TIVERTON, R.I. (AP) -- In an effort to reduce costs, Tiverton school officials are seeking a waiver to the state fire code for its elementary schools.
School officials want to allow the youngest students to continue to use the library, cafeteria, bathrooms and other rooms that are below or above ground level, The Providence Journal reported Monday.
Schools Supt. William Rearick said the school department's business manager and others will argue to the Fire Safety Code Board of Appeal and Review in Providence on Aug. 3. They will argue that the town should not be forced to shoulder the expenses of a temporary fix when a long-term solution is on the table.
A Nov. 2 referendum question asks voters to approve the issue of $30.8 million in bonds for a new elementary school and renovations to other schools.
Without waivers, the district would have to spend money on such things as having food service personnel bring food to first graders in their classrooms. The cafeteria, which is accessible by stairs, would be off limits.
Rearick said that the classroom food service could tally an extra $250,000 to $260,000.

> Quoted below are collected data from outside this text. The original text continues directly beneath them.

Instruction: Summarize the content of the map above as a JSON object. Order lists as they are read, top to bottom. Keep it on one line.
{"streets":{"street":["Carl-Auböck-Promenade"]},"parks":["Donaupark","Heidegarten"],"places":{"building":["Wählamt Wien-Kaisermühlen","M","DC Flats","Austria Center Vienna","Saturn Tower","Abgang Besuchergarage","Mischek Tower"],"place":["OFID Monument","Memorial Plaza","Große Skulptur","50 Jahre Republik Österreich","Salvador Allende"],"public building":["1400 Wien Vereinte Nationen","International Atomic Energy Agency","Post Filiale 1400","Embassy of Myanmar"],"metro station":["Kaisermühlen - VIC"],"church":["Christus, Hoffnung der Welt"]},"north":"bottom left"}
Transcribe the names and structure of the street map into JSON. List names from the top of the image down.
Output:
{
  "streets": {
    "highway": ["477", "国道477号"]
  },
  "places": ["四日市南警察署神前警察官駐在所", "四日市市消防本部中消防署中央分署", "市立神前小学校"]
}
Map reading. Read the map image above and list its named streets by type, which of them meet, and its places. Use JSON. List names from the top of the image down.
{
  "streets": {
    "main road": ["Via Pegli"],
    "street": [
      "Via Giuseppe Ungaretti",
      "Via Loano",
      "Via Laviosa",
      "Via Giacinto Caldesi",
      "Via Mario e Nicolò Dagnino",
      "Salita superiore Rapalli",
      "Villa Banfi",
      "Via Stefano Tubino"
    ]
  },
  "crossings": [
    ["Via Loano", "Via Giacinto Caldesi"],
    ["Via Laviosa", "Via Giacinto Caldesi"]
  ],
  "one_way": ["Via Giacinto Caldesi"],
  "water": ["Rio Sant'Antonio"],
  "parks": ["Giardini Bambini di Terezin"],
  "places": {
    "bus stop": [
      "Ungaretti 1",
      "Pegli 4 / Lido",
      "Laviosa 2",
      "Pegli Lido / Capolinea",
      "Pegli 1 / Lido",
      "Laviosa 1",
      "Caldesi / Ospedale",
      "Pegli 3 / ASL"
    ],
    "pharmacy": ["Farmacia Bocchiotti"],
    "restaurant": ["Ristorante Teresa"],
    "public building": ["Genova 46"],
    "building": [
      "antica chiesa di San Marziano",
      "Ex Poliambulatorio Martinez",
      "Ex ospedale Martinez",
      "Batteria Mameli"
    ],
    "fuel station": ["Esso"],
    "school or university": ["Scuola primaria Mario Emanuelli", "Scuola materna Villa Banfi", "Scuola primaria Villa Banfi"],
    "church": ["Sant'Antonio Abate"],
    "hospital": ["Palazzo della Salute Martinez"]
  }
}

The fire laws, passed in the wake of the deadly Station nightclub blaze in West Warwick last year, require that prekindergarten through first grade classes be in ground-level rooms without stairs in the path to exits.
The Fire Safety Code Board of Appeal and Review grants variances from the rules, and already this year West Warwick school officials have sought relief after discovering that a new elementary school there had art and music classrooms on the second floor.
The board meets every Tuesday and it typically hands down decisions the same day.
Rearick said the architects of the new elementary school plan will go to the hearing to represent the district as well.
As things stand, Rearick said, students exiting Fort Barton School would have to descend five or more steps. The district will ask the state to allow that. Other proposed waivers of the code include continued access to basement-level bathrooms, gym, library, and other rooms in Fort Barton School and basement-level cafeterias in all three elementary schools.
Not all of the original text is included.